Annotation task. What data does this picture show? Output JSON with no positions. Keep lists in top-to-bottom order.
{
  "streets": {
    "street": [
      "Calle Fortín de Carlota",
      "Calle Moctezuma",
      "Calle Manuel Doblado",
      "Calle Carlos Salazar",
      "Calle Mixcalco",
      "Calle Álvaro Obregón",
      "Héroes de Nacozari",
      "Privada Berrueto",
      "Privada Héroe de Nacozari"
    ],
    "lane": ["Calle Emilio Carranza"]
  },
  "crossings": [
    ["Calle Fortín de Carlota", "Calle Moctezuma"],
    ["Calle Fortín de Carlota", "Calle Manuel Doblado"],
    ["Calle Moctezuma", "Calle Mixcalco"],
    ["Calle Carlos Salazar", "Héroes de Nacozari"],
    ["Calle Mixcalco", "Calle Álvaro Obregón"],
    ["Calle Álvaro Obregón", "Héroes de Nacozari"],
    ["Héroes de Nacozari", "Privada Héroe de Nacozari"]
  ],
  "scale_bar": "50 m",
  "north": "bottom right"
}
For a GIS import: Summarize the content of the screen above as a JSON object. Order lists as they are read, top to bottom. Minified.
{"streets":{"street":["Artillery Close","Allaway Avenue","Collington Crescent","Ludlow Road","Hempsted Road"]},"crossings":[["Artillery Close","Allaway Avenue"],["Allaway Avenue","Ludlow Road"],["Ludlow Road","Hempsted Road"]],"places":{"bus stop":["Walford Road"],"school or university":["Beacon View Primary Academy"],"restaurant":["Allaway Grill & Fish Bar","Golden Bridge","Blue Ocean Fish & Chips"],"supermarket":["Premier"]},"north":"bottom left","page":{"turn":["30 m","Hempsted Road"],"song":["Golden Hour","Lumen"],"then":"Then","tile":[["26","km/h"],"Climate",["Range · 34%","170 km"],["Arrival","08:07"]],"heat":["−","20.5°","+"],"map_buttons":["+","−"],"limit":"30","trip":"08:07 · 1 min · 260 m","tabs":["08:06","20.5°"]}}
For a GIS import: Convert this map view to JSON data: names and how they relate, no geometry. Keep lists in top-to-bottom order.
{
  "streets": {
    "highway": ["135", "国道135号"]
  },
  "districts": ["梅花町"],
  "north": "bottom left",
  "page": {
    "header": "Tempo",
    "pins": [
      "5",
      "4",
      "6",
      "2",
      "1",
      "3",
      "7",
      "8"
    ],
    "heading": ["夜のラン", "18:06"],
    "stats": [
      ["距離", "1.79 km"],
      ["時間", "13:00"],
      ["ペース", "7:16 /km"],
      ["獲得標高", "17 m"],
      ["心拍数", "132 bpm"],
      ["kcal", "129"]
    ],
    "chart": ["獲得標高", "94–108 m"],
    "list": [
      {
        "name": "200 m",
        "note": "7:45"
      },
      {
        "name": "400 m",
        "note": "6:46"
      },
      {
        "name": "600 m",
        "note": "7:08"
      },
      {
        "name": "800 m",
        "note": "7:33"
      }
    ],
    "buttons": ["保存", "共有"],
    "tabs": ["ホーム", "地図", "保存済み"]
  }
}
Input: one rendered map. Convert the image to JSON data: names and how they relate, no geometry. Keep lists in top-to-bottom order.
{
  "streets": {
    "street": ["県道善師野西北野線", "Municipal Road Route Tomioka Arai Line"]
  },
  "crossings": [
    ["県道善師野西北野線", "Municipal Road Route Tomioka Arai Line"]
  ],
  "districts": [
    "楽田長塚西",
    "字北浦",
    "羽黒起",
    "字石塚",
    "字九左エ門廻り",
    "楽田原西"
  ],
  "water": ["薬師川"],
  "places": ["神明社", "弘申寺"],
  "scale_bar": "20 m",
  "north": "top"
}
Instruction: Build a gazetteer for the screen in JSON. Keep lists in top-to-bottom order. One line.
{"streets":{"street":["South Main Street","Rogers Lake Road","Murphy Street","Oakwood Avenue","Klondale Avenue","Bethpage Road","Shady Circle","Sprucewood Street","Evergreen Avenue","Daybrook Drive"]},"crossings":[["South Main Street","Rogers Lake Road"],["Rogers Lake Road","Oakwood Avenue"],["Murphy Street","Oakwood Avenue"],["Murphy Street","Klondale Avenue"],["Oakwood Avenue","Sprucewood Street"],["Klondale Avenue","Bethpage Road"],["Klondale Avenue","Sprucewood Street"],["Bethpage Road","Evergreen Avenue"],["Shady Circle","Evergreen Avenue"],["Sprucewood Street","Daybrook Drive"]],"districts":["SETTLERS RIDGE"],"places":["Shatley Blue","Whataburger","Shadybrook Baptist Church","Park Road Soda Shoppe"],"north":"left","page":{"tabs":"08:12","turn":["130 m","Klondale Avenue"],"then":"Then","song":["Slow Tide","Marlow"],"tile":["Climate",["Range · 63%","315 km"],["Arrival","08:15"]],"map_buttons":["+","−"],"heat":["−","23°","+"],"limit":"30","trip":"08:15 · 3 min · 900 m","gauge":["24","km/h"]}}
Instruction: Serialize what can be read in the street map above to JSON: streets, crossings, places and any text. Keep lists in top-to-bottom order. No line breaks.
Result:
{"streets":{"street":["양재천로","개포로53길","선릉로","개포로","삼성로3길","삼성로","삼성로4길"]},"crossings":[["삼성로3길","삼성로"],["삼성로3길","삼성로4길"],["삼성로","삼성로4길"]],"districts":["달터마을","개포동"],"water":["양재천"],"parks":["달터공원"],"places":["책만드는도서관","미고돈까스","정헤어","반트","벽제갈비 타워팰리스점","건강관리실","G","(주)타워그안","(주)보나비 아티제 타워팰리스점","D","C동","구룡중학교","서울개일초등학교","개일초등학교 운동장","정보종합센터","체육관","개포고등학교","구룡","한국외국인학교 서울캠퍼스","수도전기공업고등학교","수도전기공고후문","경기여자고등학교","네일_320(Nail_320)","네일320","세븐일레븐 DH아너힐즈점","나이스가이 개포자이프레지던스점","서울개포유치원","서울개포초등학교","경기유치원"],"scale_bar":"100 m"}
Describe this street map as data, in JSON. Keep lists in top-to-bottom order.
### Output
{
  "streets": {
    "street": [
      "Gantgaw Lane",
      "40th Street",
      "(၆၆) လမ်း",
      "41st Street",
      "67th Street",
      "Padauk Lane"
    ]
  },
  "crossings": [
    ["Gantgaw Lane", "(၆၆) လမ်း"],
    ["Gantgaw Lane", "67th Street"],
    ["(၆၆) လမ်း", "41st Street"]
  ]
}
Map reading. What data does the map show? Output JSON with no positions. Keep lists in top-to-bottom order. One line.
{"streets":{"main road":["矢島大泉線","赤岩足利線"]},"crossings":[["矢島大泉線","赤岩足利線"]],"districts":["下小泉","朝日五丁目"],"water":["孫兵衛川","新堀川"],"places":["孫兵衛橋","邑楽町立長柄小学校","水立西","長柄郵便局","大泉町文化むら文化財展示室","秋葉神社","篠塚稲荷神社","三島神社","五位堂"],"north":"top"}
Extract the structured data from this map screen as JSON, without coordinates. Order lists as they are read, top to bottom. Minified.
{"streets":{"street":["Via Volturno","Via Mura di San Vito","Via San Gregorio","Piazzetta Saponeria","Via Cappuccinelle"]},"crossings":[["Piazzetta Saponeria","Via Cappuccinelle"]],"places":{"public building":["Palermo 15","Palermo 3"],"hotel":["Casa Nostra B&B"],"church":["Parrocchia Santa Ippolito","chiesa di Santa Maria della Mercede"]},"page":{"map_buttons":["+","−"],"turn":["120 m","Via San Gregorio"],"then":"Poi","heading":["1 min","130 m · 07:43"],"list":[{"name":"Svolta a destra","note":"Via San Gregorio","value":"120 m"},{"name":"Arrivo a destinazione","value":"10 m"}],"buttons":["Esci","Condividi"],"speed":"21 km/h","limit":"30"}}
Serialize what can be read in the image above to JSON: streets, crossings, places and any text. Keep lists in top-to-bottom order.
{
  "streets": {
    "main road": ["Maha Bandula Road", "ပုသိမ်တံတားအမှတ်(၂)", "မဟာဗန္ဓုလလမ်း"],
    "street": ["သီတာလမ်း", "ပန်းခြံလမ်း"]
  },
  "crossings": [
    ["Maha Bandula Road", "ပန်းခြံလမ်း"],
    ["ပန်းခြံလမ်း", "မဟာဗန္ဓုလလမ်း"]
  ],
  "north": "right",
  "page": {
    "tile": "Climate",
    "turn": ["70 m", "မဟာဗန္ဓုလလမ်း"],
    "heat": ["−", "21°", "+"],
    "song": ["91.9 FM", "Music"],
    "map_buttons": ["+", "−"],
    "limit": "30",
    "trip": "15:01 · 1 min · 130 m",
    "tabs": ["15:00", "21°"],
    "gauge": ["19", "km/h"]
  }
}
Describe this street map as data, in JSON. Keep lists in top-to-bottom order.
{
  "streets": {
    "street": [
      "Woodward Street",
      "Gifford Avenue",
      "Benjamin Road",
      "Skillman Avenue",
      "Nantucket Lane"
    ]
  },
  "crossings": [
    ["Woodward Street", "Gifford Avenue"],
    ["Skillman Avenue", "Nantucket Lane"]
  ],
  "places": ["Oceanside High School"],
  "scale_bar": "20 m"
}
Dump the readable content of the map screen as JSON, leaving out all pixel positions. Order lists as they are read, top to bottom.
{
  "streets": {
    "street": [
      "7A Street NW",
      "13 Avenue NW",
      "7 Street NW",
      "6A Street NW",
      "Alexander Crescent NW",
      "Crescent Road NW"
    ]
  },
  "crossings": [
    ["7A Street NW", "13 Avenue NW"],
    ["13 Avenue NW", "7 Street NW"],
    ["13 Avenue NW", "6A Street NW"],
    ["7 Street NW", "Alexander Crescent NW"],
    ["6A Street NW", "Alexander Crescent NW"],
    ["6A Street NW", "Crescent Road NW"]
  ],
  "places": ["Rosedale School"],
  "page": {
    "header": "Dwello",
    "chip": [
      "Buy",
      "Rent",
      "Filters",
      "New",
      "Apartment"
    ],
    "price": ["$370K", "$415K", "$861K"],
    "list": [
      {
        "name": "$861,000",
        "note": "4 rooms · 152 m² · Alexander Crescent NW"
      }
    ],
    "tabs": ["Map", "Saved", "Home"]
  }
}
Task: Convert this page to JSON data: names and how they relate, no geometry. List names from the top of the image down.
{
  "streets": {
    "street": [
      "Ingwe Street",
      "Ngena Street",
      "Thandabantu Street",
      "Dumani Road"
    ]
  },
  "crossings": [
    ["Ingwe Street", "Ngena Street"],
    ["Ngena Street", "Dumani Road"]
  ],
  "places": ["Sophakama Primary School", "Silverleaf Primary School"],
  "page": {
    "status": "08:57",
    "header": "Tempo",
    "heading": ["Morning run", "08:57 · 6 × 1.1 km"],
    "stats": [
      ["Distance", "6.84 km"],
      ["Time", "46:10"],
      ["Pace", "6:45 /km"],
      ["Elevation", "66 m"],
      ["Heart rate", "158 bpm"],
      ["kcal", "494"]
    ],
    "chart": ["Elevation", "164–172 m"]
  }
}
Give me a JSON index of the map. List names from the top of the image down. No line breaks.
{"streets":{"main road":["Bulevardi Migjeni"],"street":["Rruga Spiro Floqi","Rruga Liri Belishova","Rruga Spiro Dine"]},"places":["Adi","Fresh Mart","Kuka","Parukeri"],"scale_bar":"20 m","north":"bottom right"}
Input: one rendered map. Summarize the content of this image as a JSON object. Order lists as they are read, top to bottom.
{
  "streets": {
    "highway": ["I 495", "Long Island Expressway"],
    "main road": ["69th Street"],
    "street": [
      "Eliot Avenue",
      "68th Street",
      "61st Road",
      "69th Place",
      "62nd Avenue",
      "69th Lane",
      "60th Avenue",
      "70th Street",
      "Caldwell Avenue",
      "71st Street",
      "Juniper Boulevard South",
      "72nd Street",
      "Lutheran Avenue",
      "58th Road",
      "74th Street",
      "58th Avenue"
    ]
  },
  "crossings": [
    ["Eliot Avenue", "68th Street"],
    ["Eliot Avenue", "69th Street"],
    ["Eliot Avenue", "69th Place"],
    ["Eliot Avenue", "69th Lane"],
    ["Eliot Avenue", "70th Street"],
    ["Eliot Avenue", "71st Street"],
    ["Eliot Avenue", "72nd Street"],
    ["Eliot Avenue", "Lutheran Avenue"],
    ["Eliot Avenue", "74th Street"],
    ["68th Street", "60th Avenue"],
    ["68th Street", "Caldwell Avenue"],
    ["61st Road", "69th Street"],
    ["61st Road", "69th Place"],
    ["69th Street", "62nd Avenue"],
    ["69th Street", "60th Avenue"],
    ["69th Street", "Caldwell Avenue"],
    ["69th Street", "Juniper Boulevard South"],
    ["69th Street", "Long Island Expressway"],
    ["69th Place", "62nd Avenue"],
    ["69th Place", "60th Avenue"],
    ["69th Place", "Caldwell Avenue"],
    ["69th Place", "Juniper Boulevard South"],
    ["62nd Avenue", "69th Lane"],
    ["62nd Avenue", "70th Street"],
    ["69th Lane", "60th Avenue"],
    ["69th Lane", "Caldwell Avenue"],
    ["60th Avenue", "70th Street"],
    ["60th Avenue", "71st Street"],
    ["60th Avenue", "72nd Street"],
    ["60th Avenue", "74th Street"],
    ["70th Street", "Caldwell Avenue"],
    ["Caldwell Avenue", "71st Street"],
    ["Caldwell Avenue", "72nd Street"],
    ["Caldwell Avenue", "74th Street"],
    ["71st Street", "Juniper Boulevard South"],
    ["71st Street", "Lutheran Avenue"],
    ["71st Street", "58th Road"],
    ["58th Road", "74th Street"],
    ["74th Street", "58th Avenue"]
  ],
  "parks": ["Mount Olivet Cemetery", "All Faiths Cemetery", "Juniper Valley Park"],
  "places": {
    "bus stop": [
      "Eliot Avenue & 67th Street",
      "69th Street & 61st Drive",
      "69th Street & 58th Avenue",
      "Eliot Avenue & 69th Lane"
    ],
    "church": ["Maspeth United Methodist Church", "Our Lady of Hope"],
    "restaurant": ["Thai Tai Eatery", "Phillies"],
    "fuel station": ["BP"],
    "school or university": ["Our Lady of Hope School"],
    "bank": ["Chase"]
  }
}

-*-

Check the listing for the word "Doblado". Show each line that has it.

      "Calle Manuel Doblado",
    ["Calle Fortín de Carlota", "Calle Manuel Doblado"],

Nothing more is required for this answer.